TO DO: Where a line contains the word "column", copy that line from the records below.

GIVEN DATA:

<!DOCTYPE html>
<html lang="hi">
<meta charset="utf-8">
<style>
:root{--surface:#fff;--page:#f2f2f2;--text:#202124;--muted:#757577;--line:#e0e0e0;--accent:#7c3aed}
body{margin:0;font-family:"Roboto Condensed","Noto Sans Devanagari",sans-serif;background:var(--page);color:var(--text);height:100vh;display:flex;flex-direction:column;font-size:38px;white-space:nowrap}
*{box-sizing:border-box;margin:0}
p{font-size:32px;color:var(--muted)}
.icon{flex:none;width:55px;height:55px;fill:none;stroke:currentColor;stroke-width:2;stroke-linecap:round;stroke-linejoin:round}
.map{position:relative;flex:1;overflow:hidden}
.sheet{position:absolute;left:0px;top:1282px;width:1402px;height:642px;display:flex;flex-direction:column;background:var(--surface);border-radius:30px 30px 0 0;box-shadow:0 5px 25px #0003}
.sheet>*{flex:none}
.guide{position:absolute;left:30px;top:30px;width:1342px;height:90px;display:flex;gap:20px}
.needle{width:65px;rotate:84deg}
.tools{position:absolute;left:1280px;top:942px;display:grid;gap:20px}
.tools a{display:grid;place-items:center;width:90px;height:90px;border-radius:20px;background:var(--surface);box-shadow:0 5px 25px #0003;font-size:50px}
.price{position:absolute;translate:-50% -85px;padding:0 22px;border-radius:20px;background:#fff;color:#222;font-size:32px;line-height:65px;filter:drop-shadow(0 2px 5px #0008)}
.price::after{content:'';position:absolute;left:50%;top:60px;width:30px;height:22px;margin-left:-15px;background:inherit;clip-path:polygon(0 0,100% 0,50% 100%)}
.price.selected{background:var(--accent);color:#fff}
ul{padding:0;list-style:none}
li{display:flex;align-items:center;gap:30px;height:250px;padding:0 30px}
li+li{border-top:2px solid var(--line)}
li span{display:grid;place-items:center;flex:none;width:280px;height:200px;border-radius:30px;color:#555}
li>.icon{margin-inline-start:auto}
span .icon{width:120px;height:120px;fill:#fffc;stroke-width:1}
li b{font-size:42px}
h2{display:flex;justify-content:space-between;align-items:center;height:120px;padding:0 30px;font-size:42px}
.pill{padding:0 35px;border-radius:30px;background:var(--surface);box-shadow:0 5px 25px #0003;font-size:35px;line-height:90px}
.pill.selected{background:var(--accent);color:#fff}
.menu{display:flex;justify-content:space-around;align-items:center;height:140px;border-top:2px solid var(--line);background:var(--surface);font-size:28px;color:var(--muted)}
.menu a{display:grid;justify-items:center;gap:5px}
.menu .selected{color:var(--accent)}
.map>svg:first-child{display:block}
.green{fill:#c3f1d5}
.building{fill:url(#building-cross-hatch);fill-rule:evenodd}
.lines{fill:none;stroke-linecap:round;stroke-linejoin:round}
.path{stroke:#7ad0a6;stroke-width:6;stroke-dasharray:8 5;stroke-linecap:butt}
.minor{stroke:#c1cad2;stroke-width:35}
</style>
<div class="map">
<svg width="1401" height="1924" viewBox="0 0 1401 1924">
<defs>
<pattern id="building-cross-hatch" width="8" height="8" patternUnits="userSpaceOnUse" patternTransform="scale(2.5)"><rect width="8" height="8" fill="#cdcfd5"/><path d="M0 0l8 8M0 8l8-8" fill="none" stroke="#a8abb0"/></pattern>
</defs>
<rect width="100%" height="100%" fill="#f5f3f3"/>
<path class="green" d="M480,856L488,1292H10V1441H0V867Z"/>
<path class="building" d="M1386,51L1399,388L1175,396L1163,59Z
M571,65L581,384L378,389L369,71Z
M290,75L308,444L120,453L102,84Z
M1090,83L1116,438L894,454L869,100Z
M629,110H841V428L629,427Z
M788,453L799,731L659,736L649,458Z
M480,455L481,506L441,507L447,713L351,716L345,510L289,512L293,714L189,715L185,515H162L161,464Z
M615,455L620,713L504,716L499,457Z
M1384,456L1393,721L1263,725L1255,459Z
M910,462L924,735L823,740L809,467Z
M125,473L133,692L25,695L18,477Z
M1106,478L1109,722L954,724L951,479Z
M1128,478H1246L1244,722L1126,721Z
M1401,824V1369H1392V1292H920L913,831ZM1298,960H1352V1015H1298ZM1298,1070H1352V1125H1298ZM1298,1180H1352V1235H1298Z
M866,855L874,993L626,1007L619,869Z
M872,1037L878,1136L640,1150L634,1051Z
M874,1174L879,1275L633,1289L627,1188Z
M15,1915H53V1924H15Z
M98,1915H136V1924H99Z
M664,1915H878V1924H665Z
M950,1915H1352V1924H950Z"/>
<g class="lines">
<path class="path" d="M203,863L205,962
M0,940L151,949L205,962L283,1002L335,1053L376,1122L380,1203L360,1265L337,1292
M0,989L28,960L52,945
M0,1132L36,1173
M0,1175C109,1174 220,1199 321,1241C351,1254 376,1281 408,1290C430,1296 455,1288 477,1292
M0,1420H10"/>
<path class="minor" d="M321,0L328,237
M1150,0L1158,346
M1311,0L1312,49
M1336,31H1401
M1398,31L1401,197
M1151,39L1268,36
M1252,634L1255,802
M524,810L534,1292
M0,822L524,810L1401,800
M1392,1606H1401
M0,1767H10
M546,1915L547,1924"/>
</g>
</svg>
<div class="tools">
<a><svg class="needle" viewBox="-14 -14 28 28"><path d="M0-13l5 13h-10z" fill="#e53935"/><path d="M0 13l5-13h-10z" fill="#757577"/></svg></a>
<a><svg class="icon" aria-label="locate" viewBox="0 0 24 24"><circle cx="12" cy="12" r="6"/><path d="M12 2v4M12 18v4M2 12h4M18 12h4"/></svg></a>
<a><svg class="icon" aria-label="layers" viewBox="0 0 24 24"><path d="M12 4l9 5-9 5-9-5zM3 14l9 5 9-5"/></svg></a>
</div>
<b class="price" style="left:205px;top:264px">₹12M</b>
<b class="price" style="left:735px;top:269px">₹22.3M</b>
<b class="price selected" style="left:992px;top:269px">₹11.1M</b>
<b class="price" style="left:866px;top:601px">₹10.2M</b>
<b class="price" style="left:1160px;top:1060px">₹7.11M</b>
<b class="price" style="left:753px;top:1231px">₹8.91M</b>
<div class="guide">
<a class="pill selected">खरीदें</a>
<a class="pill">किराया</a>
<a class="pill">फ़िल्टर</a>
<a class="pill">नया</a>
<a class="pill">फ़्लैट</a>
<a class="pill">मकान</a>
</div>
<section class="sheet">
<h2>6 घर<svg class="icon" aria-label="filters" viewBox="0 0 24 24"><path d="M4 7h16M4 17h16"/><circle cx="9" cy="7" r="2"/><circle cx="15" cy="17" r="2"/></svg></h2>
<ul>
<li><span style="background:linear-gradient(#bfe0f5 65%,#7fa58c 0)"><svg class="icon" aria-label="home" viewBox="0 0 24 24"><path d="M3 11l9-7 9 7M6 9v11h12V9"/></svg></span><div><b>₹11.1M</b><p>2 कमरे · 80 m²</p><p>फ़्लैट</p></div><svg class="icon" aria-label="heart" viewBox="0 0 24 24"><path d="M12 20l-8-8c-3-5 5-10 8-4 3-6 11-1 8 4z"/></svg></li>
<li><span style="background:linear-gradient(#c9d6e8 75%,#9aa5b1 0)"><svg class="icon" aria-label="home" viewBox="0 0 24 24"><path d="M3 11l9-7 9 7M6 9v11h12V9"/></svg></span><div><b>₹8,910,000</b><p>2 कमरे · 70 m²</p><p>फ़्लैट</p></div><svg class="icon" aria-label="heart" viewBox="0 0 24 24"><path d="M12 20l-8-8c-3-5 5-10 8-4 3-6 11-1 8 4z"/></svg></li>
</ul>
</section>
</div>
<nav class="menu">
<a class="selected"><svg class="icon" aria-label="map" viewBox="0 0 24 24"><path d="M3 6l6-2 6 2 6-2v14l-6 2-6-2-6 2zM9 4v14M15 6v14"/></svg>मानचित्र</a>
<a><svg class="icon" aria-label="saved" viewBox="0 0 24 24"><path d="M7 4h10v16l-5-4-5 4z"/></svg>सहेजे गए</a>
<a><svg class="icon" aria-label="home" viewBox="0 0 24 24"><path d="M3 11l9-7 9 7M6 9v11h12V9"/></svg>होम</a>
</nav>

WRITTEN SOLUTION:
body{margin:0;font-family:"Roboto Condensed","Noto Sans Devanagari",sans-serif;background:var(--page);color:var(--text);height:100vh;display:flex;flex-direction:column;font-size:38px;white-space:nowrap}
.sheet{position:absolute;left:0px;top:1282px;width:1402px;height:642px;display:flex;flex-direction:column;background:var(--surface);border-radius:30px 30px 0 0;box-shadow:0 5px 25px #0003}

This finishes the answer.